- To do -
Return all the records, each one exactly as given.

══ Information provided ══

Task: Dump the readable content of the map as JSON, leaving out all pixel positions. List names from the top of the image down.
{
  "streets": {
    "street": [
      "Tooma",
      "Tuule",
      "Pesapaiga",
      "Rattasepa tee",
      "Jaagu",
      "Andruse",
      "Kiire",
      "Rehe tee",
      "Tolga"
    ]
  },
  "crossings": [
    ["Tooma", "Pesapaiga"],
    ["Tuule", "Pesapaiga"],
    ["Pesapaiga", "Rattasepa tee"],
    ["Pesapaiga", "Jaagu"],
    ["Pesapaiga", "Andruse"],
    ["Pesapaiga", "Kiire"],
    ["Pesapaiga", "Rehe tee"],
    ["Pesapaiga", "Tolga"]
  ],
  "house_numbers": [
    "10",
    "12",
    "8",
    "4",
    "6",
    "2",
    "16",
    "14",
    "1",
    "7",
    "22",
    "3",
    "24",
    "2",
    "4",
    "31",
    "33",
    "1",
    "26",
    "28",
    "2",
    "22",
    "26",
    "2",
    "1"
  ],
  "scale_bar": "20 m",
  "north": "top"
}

═══

- Output below -
Task: Dump the readable content of the map as JSON, leaving out all pixel positions. List names from the top of the image down.
{
  "streets": {
    "street": [
      "Tooma",
      "Tuule",
      "Pesapaiga",
      "Rattasepa tee",
      "Jaagu",
      "Andruse",
      "Kiire",
      "Rehe tee",
      "Tolga"
    ]
  },
  "crossings": [
    ["Tooma", "Pesapaiga"],
    ["Tuule", "Pesapaiga"],
    ["Pesapaiga", "Rattasepa tee"],
    ["Pesapaiga", "Jaagu"],
    ["Pesapaiga", "Andruse"],
    ["Pesapaiga", "Kiire"],
    ["Pesapaiga", "Rehe tee"],
    ["Pesapaiga", "Tolga"]
  ],
  "house_numbers": [
    "10",
    "12",
    "8",
    "4",
    "6",
    "2",
    "16",
    "14",
    "1",
    "7",
    "22",
    "3",
    "24",
    "2",
    "4",
    "31",
    "33",
    "1",
    "26",
    "28",
    "2",
    "22",
    "26",
    "2",
    "1"
  ],
  "scale_bar": "20 m",
  "north": "top"
}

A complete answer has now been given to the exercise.